**What the task requires**
Every record must appear in your reply exactly as written.
[Start of Attachment]
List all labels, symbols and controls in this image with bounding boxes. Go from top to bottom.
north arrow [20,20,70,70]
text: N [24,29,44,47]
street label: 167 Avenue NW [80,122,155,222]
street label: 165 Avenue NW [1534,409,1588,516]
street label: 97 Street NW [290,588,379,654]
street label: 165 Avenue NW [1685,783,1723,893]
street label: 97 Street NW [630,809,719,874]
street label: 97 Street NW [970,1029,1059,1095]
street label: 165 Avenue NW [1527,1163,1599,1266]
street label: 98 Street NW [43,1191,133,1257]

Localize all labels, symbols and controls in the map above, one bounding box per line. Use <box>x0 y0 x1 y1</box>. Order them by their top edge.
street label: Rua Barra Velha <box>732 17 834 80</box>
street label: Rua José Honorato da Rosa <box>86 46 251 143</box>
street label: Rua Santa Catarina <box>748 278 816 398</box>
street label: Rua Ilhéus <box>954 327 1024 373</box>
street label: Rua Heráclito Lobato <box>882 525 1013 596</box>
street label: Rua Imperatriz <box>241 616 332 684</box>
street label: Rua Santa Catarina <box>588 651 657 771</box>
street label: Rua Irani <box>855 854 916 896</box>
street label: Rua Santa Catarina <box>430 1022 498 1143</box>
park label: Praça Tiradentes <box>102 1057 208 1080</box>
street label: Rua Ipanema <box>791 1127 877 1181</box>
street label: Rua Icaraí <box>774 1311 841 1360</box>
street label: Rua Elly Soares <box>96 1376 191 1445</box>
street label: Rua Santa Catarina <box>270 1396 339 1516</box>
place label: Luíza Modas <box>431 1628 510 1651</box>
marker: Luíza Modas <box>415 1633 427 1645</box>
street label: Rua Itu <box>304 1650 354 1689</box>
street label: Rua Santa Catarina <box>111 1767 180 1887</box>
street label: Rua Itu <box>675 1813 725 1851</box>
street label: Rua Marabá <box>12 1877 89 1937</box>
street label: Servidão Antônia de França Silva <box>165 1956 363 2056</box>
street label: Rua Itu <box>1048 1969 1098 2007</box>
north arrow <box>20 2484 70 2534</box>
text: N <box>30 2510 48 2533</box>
[End of Attachment]
**Output for this task**
List all labels, symbols and controls in this image with bounding boxes. Go from top to bottom.
north arrow [20,20,70,70]
text: N [24,29,44,47]
street label: 167 Avenue NW [80,122,155,222]
street label: 165 Avenue NW [1534,409,1588,516]
street label: 97 Street NW [290,588,379,654]
street label: 165 Avenue NW [1685,783,1723,893]
street label: 97 Street NW [630,809,719,874]
street label: 97 Street NW [970,1029,1059,1095]
street label: 165 Avenue NW [1527,1163,1599,1266]
street label: 98 Street NW [43,1191,133,1257]

Localize all labels, symbols and controls in the map above, one bounding box per line. Use <box>x0 y0 x1 y1</box>. Order them by their top edge.
street label: Rua Barra Velha <box>732 17 834 80</box>
street label: Rua José Honorato da Rosa <box>86 46 251 143</box>
street label: Rua Santa Catarina <box>748 278 816 398</box>
street label: Rua Ilhéus <box>954 327 1024 373</box>
street label: Rua Heráclito Lobato <box>882 525 1013 596</box>
street label: Rua Imperatriz <box>241 616 332 684</box>
street label: Rua Santa Catarina <box>588 651 657 771</box>
street label: Rua Irani <box>855 854 916 896</box>
street label: Rua Santa Catarina <box>430 1022 498 1143</box>
park label: Praça Tiradentes <box>102 1057 208 1080</box>
street label: Rua Ipanema <box>791 1127 877 1181</box>
street label: Rua Icaraí <box>774 1311 841 1360</box>
street label: Rua Elly Soares <box>96 1376 191 1445</box>
street label: Rua Santa Catarina <box>270 1396 339 1516</box>
place label: Luíza Modas <box>431 1628 510 1651</box>
marker: Luíza Modas <box>415 1633 427 1645</box>
street label: Rua Itu <box>304 1650 354 1689</box>
street label: Rua Santa Catarina <box>111 1767 180 1887</box>
street label: Rua Itu <box>675 1813 725 1851</box>
street label: Rua Marabá <box>12 1877 89 1937</box>
street label: Servidão Antônia de França Silva <box>165 1956 363 2056</box>
street label: Rua Itu <box>1048 1969 1098 2007</box>
north arrow <box>20 2484 70 2534</box>
text: N <box>30 2510 48 2533</box>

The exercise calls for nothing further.